The room fills with the sounds of his groans, hissed curses, and my moans as he fucks my mouth and I finger myself.

But I need more. I need his thickness filling me. I need my clit dragging on his skin. I need his naked flesh on mine, my nipples rubbing on his chest. I cup his balls and squeeze, making him hiss.

“My dirty little angel. You’re going to make me cum in your mouth.” He yanks me off my knees and up around his waist. My legs lock around his hips, and he drives into me to the hilt. My back slams against the wall, and I cry out as pleasure erupts and spirals all over my body.

“My cum goes in this pussy. I’m fucking breeding you. Fucking my baby into you.”

My pussy clamps around him.

He snarls as he starts to fuck me wildly. Like he’s going to fuck me within an inch of my life. A scream of pleasure rips from me, and my back arches as I’m slammed against the wall again and again.

“Tell me you’re mine,” he growls and bites my neck. When I don’t answer fast enough, he bites again, harder, as he hammers into me relentlessly.

“I’m yours,” I cry, arching and pressing to get closer to him. “Creed, I’m yours.”

Hot tears coat my cheeks—not because he’s physically hurting me, but from the release he gives me.

“No one,” he grunts, then his fingers bite into my ass as he pummels into me. “No one will ever take you from me. Do you understand?”

Fury, desire, and conviction battle for domination on his face as he stares at me like my dark god. “Do.” He slams into me and pulls almost out. “You.” He hammers back in. “Understand?” His finger presses into my back forbidden hole when he pulls out of my pussy and slams back in, and I shatter for him.

“Yes!” I scream as my body breaks with the intense climax. I jerk violently as the orgasm crests into a massive explosion, and the air sucks from my chest.

“Fuck, angel,” Creed snarls, fighting to move in and out of me as my pussy seizes around him. “Mine. Mine. You’re mine.” He growls like an animal, and his head falls back as he pours his thick cum deep within me, and I rake my nails down his back.

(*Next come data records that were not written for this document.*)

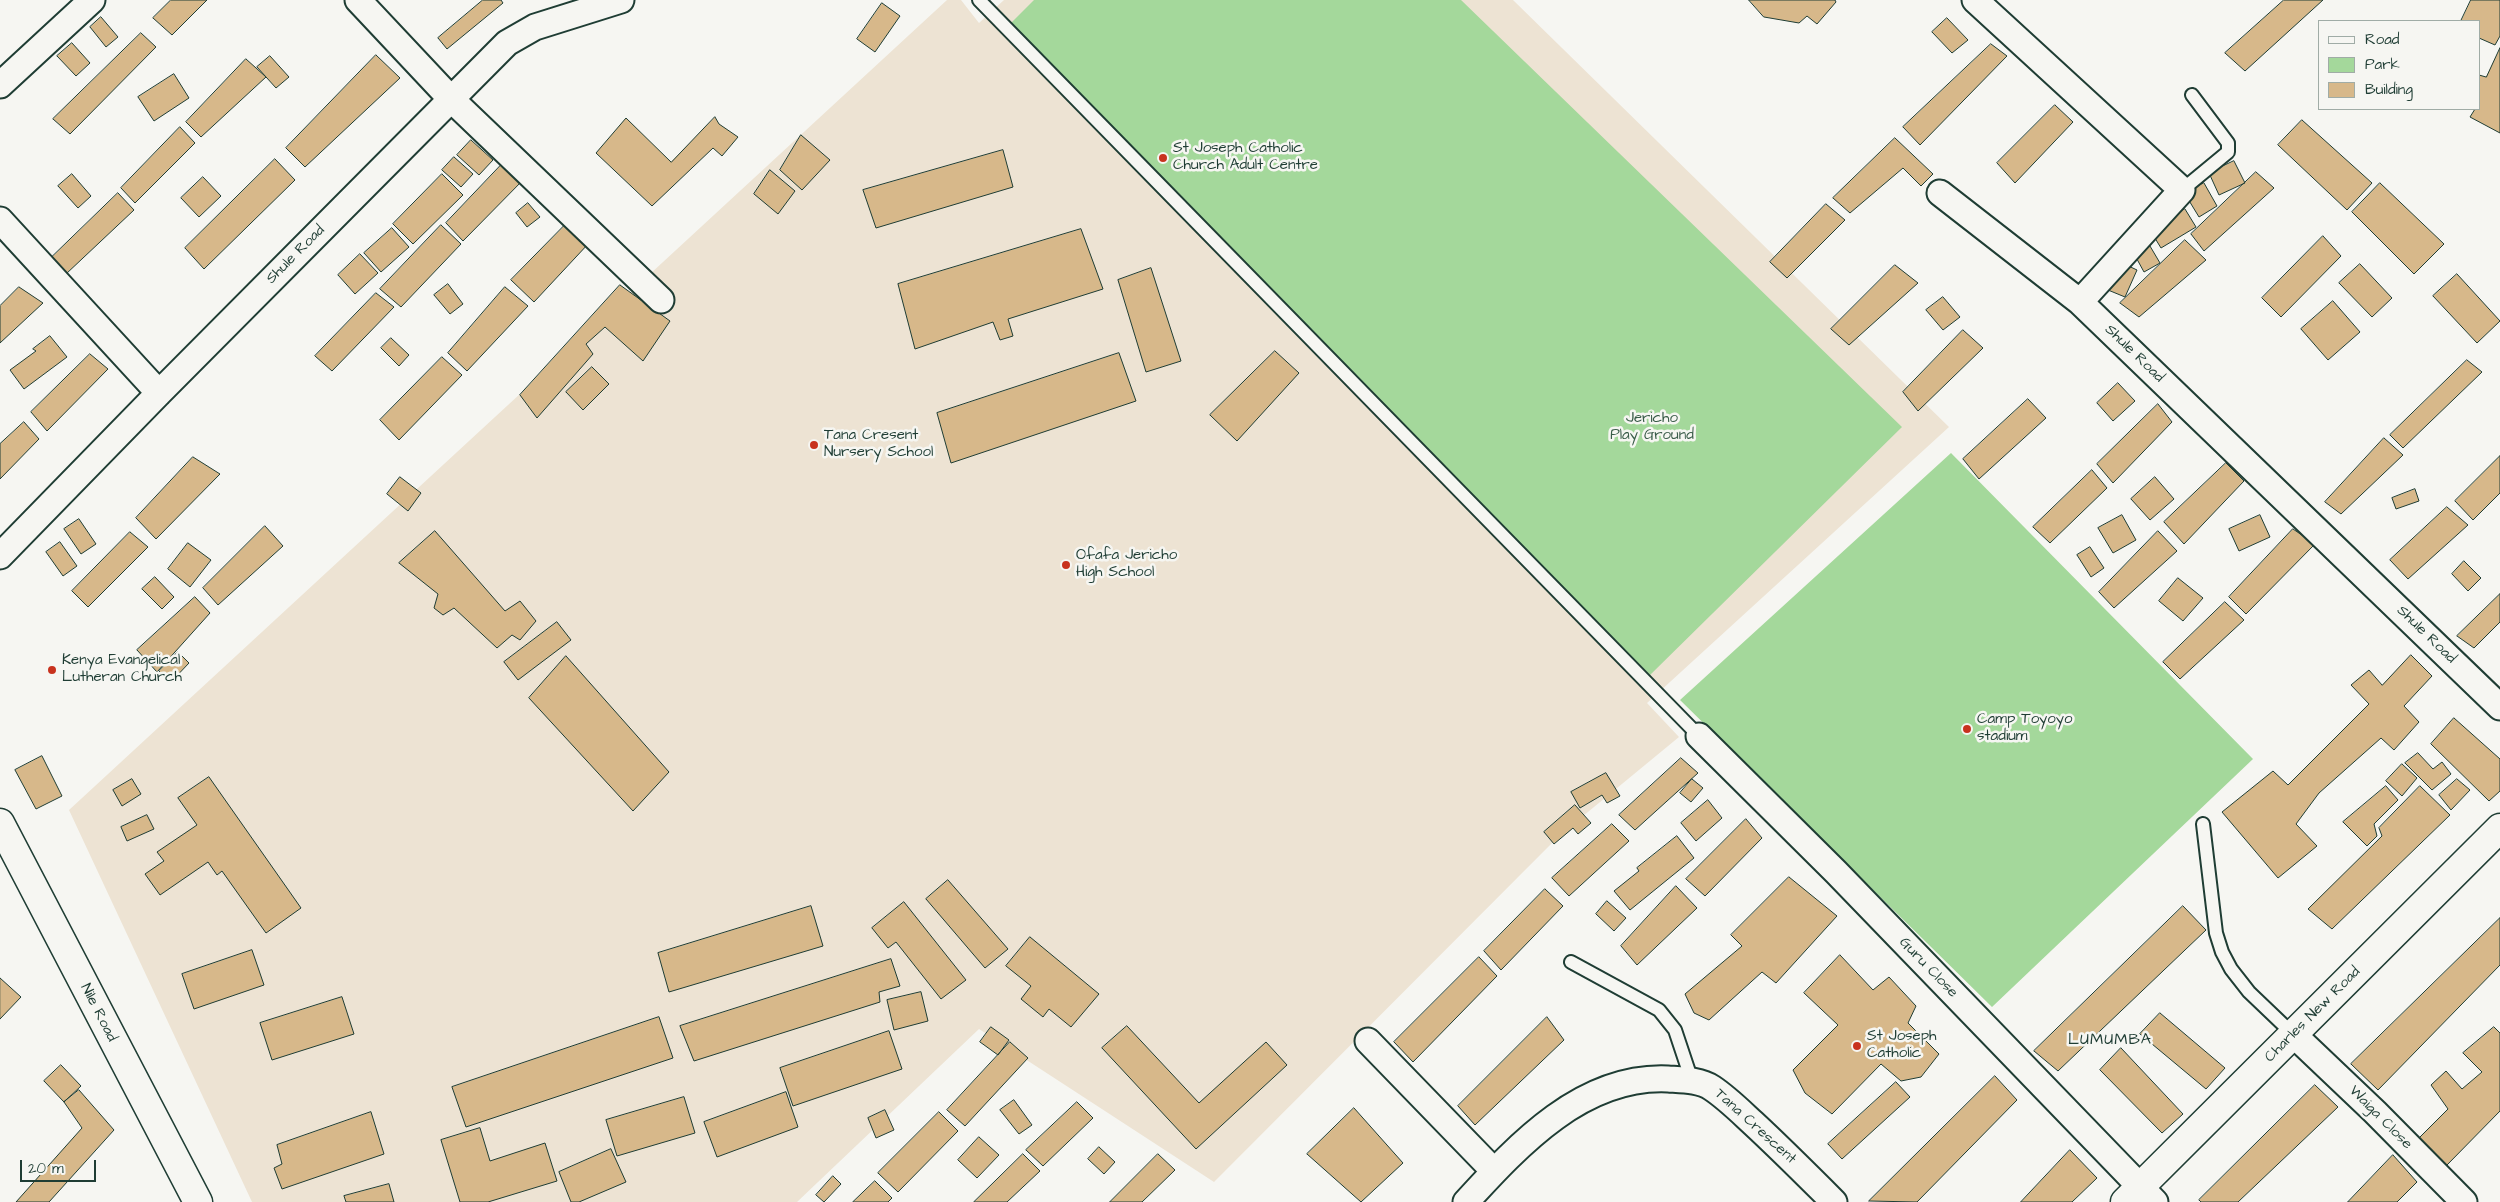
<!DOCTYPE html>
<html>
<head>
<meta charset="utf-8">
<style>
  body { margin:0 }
  #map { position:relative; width:2500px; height:1202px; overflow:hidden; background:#f6f6f2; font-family:"Architects Daughter",sans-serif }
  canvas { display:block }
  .legend { position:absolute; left:2318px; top:20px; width:162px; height:90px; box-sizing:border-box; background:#f6f6f2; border:1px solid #a0aca6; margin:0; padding:6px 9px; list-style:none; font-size:15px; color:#1f3d34 }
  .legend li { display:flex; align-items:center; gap:10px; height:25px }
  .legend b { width:25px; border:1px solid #a0aca6 }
  .scale { position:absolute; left:20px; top:1160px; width:76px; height:22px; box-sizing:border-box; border:2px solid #1f3d34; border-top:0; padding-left:6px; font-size:15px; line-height:18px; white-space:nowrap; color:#1f3d34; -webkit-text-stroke:4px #f6f6f2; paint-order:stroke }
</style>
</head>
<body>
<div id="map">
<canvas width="2500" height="1202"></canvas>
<ul class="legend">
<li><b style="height:6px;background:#f6f6f2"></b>Road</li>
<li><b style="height:14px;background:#a4d89b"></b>Park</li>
<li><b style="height:14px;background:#d7b88a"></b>Building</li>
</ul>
<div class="scale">20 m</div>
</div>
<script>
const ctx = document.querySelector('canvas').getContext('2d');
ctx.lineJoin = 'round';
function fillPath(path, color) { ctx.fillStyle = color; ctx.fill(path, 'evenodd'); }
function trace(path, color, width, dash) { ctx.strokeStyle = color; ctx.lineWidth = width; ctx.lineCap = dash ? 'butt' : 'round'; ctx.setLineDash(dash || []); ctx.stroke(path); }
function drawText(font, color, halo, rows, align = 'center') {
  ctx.font = font + ' "Architects Daughter",sans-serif'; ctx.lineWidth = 5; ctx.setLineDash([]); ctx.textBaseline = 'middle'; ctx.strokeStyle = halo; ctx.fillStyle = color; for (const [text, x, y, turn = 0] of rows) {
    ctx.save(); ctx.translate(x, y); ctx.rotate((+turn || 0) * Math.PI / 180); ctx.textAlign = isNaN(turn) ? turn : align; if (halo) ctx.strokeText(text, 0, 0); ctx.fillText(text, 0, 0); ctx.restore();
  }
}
fillPath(new Path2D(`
  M 947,0 L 961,0 L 979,23 L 1004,0 L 1513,0 L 1949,427 L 1647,703 L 1679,737 L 1560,835 L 1214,1182 L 979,1029 L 797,1202 L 252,1202 L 69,810 Z`), '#ede3d3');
fillPath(new Path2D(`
  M 1034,0 L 1461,0 L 1902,427 L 1650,675 L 1008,26 Z
  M 1951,453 L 2253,759 L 1992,1007 L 1680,700 Z`), '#a4d89b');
const building = new Path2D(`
  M 171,0 L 207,0 L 172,35 L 153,18 Z
  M 483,0 L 501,0 L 503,3 L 447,49 L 438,38 Z
  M 1749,0 L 1835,0 L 1836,2 L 1817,24 L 1807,16 L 1799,23 L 1764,17 Z
  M 2284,0 L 2323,0 L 2245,71 L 2225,53 Z
  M 2471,0 L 2500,0 L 2500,36 L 2495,45 L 2479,38 L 2479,21 L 2461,21 Z
  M 882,3 L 900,16 L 875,52 L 857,39 Z
  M 101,17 L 118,37 L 106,47 L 90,27 Z
  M 1947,18 L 1968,40 L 1952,53 L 1932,32 Z
  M 141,33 L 156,47 L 70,134 L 53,119 Z
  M 72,43 L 90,63 L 76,76 L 57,56 Z
  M 1991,44 L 2007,56 L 1920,145 L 1903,127 Z
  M 2500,48 L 2500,133 L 2470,117 L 2475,109 L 2479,109 L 2479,75 L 2486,77 Z
  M 376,55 L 400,78 L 305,167 L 286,148 Z
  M 270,56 L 289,77 L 276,88 L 257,67 Z
  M 246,59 L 266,77 L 201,137 L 186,122 Z
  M 174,74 L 189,98 L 154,121 L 138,97 Z
  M 2055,105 L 2073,122 L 2015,183 L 1997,163 Z
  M 715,117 L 719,124 L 738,137 L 722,156 L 713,148 L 652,206 L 596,153 L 626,118 L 671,162 Z
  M 2302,120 L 2372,183 L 2347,210 L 2278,145 Z
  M 180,127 L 195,143 L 135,203 L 121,188 Z
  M 801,135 L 830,160 L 802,190 L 780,170 Z
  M 1895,138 L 1933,174 L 1921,186 L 1903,168 L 1850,213 L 1833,198 Z
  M 471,140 L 493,160 L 479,175 L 457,155 Z
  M 1003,150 L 1013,187 L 876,228 L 863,190 Z
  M 454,157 L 473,174 L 461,187 L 442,170 Z
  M 275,159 L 295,180 L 204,269 L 185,248 Z
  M 2234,161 L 2245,183 L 2219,195 L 2209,173 Z
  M 504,162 L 525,178 L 463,241 L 446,223 Z
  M 770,170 L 795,191 L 778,214 L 754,194 Z
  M 2256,172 L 2274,188 L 2204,251 L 2191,234 Z
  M 72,174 L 91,196 L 78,208 L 58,186 Z
  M 442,174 L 463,195 L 413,244 L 393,224 Z
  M 203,177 L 221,196 L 199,217 L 181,198 Z
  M 2204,183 L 2217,206 L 2199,217 L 2185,194 Z
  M 2380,183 L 2444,244 L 2414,274 L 2352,212 Z
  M 118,193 L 134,210 L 66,274 L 52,257 Z
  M 528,203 L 540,217 L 527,227 L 516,213 Z
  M 1826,204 L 1845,220 L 1787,278 L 1770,262 Z
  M 2185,209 L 2196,227 L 2161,248 L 2150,230 Z
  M 441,225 L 461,244 L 401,307 L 380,289 Z
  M 565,225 L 589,243 L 534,302 L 511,280 Z
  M 392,228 L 409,247 L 381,272 L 364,253 Z
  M 1081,229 L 1103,289 L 1008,319 L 1013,336 L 1000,340 L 993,322 L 915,349 L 898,284 Z
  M 2323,236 L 2341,256 L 2281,317 L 2262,298 Z
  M 2185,240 L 2206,260 L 2139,317 L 2120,303 Z
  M 2147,241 L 2160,263 L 2144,272 L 2132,250 Z
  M 360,254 L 378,273 L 355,294 L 338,275 Z
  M 2120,262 L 2137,270 L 2125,297 L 2108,290 Z
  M 2360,264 L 2392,298 L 2372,317 L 2339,283 Z
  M 1895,265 L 1918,283 L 1849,345 L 1831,329 Z
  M 1151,268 L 1181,361 L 1146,372 L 1118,280 Z
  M 2457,274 L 2500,321 L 2477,343 L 2433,296 Z
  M 448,284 L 463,304 L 450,314 L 434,295 Z
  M 620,285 L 670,321 L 643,361 L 605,327 L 586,344 L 593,354 L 537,418 L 520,395 Z
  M 19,287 L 43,303 L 0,343 L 0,306 Z
  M 505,287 L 528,306 L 467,371 L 448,353 Z
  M 376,293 L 394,307 L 332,371 L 315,356 Z
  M 1943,297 L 1960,317 L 1943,330 L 1926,310 Z
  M 2333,301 L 2360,332 L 2328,360 L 2301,329 Z
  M 1963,330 L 1983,348 L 1918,411 L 1903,392 Z
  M 50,336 L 67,357 L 24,389 L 10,370 L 36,351 L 33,349 Z
  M 391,338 L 409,355 L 399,366 L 381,348 Z
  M 1275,351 L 1299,373 L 1237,441 L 1210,415 Z
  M 1119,353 L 1136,401 L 951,463 L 937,413 Z
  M 90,354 L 108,369 L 47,431 L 31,412 Z
  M 442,357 L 462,375 L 399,440 L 380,420 Z
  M 2467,360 L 2482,372 L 2403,448 L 2390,435 Z
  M 592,367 L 609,384 L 583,410 L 566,392 Z
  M 2118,383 L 2135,401 L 2113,421 L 2097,403 Z
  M 2028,399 L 2046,418 L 1979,479 L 1963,459 Z
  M 2158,404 L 2172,422 L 2113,483 L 2097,464 Z
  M 24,422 L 39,439 L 0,479 L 0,444 Z
  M 2384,438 L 2403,455 L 2341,514 L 2325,502 Z
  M 2500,456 L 2500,493 L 2473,520 L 2455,501 Z
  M 193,457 L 220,474 L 156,539 L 136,518 Z
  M 2226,463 L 2244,481 L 2184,544 L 2164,522 Z
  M 2092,470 L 2107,488 L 2050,543 L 2033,527 Z
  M 400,477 L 421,493 L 408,511 L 387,494 Z
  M 2155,477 L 2174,499 L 2150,520 L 2131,499 Z
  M 2415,489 L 2419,501 L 2396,509 L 2392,498 Z
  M 2447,507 L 2468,525 L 2408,579 L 2390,560 Z
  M 2122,515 L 2136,540 L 2113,553 L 2098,528 Z
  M 2260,515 L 2270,537 L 2239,551 L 2229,529 Z
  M 79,519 L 96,544 L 81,554 L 64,529 Z
  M 265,526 L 283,546 L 218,605 L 203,588 Z
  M 2293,529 L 2315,544 L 2246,614 L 2229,597 Z
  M 435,531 L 505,611 L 520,601 L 536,621 L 520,640 L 512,635 L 497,648 L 454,608 L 443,615 L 434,608 L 438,594 L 399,563 Z
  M 2158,531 L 2177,551 L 2114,608 L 2099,592 Z
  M 130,532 L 148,547 L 88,607 L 72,591 Z
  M 60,542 L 77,566 L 63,576 L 46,552 Z
  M 188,543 L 211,560 L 190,587 L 168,569 Z
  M 2090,547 L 2104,568 L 2091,577 L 2077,555 Z
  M 2464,561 L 2481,578 L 2468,591 L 2452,574 Z
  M 155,577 L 174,597 L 162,609 L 142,589 Z
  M 2178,578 L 2203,598 L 2183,621 L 2159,601 Z
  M 2500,594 L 2500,622 L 2474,648 L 2457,636 Z
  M 195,597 L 210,613 L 157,672 L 137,650 Z
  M 2225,602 L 2244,620 L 2180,679 L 2163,662 Z
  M 557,622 L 571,640 L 518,680 L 504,662 Z
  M 178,652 L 189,663 L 170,683 L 159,671 Z
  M 2411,655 L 2432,676 L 2404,706 L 2419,722 L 2394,750 L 2381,738 L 2319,793 L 2296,824 L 2317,846 L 2278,878 L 2222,812 L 2273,771 L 2288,785 L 2369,704 L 2351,685 L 2369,670 L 2382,685 Z
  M 566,656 L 669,772 L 633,811 L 529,698 Z
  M 2454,718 L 2500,759 L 2500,791 L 2489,801 L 2431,744 Z
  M 2418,753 L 2433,769 L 2442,762 L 2451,774 L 2432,790 L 2405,763 Z
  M 42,756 L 62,796 L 36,809 L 15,770 Z
  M 1681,758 L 1698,773 L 1635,830 L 1619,815 Z
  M 2402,764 L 2417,778 L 2402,796 L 2386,781 Z
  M 1606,773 L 1620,796 L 1607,803 L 1602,795 L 1580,808 L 1571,792 Z
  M 209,777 L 301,908 L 266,933 L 222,871 L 217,875 L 208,862 L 160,895 L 145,874 L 164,861 L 157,852 L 197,825 L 178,798 Z
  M 132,779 L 141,794 L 122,806 L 113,790 Z
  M 1692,779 L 1703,788 L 1691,802 L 1680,793 Z
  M 2457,779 L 2470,790 L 2451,810 L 2439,795 Z
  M 2386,786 L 2398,800 L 2374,824 L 2377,836 L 2367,846 L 2343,822 Z
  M 2420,786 L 2450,815 L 2332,929 L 2308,909 L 2382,836 L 2379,828 Z
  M 1708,800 L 1722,818 L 1696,841 L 1681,823 Z
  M 1575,805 L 1591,823 L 1578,834 L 1573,828 L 1554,844 L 1544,832 Z
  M 147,815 L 154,829 L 127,841 L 121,827 Z
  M 1746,819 L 1762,838 L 1705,896 L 1686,879 Z
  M 1612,824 L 1629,841 L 1569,896 L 1552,878 Z
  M 1677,836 L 1694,858 L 1630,910 L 1614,891 L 1639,871 L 1637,868 Z
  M 1789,877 L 1837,916 L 1776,983 L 1762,972 L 1709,1020 L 1694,1013 L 1685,994 L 1742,946 L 1731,935 Z
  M 948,880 L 1008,949 L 985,968 L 926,899 Z
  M 1676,886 L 1697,908 L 1637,965 L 1621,946 Z
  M 1545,889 L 1563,906 L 1501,970 L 1484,951 Z
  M 1607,901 L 1626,918 L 1614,931 L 1596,914 Z
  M 904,902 L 966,980 L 941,999 L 896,942 L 888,948 L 872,928 Z
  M 811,906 L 823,946 L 669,992 L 658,953 Z
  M 2183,906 L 2206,930 L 2058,1071 L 2034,1051 Z
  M 2500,918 L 2500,965 L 2378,1090 L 2351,1064 Z
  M 1030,937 L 1099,994 L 1071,1027 L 1049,1009 L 1043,1017 L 1021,999 L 1031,986 L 1006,966 Z
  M 252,950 L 264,985 L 194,1009 L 182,974 Z
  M 1840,955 L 1873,990 L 1889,977 L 1916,1006 L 1908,1023 L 1939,1054 L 1921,1077 L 1901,1081 L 1881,1064 L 1832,1114 L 1805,1093 L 1793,1070 L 1838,1025 L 1804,993 Z
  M 1479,957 L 1497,976 L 1413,1062 L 1394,1042 Z
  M 891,959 L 900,986 L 879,992 L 880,1002 L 694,1061 L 680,1026 Z
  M 0,978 L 21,997 L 0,1019 Z
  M 921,992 L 928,1021 L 894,1030 L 887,1000 Z
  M 342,997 L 354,1034 L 272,1060 L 260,1023 Z
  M 2160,1013 L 2225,1068 L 2206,1089 L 2140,1034 Z
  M 659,1017 L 673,1058 L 466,1127 L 452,1087 Z
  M 1547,1017 L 1564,1040 L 1475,1125 L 1458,1106 Z
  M 1127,1026 L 1199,1103 L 1266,1042 L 1287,1065 L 1196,1149 L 1102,1048 Z
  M 991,1027 L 1009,1040 L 998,1055 L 980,1042 Z
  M 2494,1027 L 2500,1033 L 2500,1111 L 2447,1165 L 2419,1138 L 2448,1109 L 2431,1085 L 2446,1071 L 2462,1089 L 2482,1072 L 2463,1053 Z
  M 889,1031 L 902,1069 L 793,1106 L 780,1068 Z
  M 1010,1042 L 1028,1058 L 965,1126 L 947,1110 Z
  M 2121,1048 L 2183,1114 L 2162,1133 L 2100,1070 Z
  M 61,1065 L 81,1086 L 64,1102 L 44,1081 Z
  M 1995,1076 L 2017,1100 L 1917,1202 L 1869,1201 Z
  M 1896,1082 L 1910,1097 L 1842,1159 L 1828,1144 Z
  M 2315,1085 L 2338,1107 L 2238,1202 L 2201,1202 L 2199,1200 Z
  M 79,1090 L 114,1130 L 49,1202 L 16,1202 L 82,1128 L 64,1102 Z
  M 786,1092 L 798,1127 L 717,1157 L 704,1122 Z
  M 684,1097 L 695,1133 L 617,1156 L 606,1120 Z
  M 1014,1100 L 1032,1125 L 1019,1134 L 1000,1110 Z
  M 1077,1102 L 1093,1118 L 1043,1166 L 1026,1150 Z
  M 1354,1108 L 1403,1163 L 1361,1202 L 1307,1154 Z
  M 885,1110 L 894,1130 L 876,1138 L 868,1118 Z
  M 371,1112 L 384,1154 L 282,1189 L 274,1168 L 282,1164 L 277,1145 Z
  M 939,1112 L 958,1131 L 898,1192 L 878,1173 Z
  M 480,1128 L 490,1161 L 545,1143 L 557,1181 L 488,1202 L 460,1202 L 441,1140 Z
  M 979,1137 L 999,1155 L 977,1178 L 958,1160 Z
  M 1099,1147 L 1115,1162 L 1104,1174 L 1088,1159 Z
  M 611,1149 L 626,1182 L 579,1202 L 571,1202 L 559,1172 Z
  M 2070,1150 L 2097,1178 L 2072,1202 L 2021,1202 Z
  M 1023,1154 L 1040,1171 L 1007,1202 L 974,1202 Z
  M 1158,1154 L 1175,1170 L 1142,1202 L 1110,1202 Z
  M 2393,1155 L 2417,1182 L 2397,1202 L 2348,1202 Z
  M 833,1176 L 841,1184 L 824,1202 L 816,1195 Z
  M 875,1181 L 892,1198 L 888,1202 L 853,1202 Z
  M 389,1184 L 394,1202 L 346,1202 L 344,1196 Z`);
fillPath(building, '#d7b88a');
trace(building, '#1f3d34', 1);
const service = new Path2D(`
  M 979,0 L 1699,736
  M 2182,190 L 2228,152 L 2228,143 L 2192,95
  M 2203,824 L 2216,933 L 2222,952 L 2231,969 L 2249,992 L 2294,1035
  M 1571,962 L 1659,1010 L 1675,1030 L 1692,1081`);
const minor = new Path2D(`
  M 358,0 L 451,99 L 661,300
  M 1975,0 L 2182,190 L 2080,302 L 2500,707
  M 0,85 L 92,0
  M 1940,193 L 2080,302
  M 0,220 L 159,393
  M 0,556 L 159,393 L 507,43 L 535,27 L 621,0
  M 1699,736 L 1836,872 L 2155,1202
  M 2294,1035 L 2375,1112 L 2464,1202
  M 1368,1041 L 1494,1171
  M 1466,1202 C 1519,1144 1583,1075 1668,1079 C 1683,1080 1700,1080 1712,1088 C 1727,1098 1740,1111 1753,1123 C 1780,1148 1807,1175 1834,1202`);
const tertiary = new Path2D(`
  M 0,823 L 198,1202
  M 2125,1202 L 2500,828`);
trace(service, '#1f3d34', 16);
trace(minor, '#1f3d34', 29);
trace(tertiary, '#1f3d34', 31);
trace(service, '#f6f6f2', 12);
trace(minor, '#f6f6f2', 25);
trace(tertiary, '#f6f6f2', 28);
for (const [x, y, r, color] of [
  [1163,158,5,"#c8321e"],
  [814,445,5,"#c8321e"],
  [1066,565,5,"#c8321e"],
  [52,670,5,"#c8321e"],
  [1967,729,5,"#c8321e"],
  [1857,1046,5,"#c8321e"]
]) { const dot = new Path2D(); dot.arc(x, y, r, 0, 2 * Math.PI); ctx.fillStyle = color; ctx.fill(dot); trace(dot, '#f6f6f2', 2); }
drawText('15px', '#1f3d34', '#f6f6f2', [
  ["St Joseph Catholic",1173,149],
  ["Church Adult Centre",1173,166],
  ["Tana Cresent",824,436],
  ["Nursery School",824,453],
  ["Ofafa Jericho",1076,556],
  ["High School",1076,573],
  ["Kenya Evangelical",62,661],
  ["Lutheran Church",62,678],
  ["Camp Toyoyo",1977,720],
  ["stadium",1977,737],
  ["St Joseph",1867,1037],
  ["Catholic",1867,1054]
], 'left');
drawText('15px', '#1f3d34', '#f6f6f2', [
  ["Shule Road",296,255,-45],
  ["Shule Road",2134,354,44],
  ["Shule Road",2426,635,44],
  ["Guru Close",1928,968,46],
  ["Nile Road",98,1013,63],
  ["Charles New Road",2313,1015,-45],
  ["Waiga Close",2380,1118,45],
  ["Tana Crescent",1755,1127,42]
]);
drawText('15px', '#3a5c49', '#f6f6f2', [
  ["Jericho",1652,419],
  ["Play Ground",1652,436]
]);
ctx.letterSpacing = '1px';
drawText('16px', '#1f3d34', '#f6f6f2', [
  ["LUMUMBA",2110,1041]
]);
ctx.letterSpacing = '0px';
</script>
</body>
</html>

My body goes limp, and Creed slides us down the wall, still with me impaled on his shaft. He kneels, keeping me pinned against the wall, and buries his face into my neck. His breathing is as ragged as mine, and he kisses over the bite mark that will bruise, then buries his face again.

“I’m not trying to be a tyrant, Soph.”

“I know.” I thread my fingers through his hair. “But I need to know I’m your equal partner, Creed.”

“You are,” he says without hesitation. “However, with this…” He lifts his head, and his unique, beautiful eyes burn into mine. “I’ll never concede, compromise, or give when it comes to your safety, angel.”

In some ways, his words make me feel so loved, cherished, and safe. But therein lies my constant contradiction of late because, on the flip side of the coin, I want to scream, rant, and rave at him and his stance.

He rests his forehead on mine, holding my eyes. “I need your trust with this.”

I swallow the lump in my throat and speak hoarsely, “I need to call Sylvie tomorrow.”

“I’ll speak with Crispin again to see where he’s at with this. If your family’s phones are being monitored, he’s working to make it look like you’re in San Diego, which would reinforce the surveillance plants of you being there, too.”

I cup his face, keeping his forehead against mine. “Thank you.”

“I’m not making any promises, angel,” he warns. I stiffen, and he kisses me softly. “We’ll figure this out together.”

He wraps his arms under me as he stands—his strength always amazes me. I wrap my arms around his muscular back, resting my chin on his shoulder, and lock my legs around his waist. He carries us to the bed and sits on the edge, keeping me on him.

“Ride me, angel,” he whispers. “And tell me again how you’re mine.”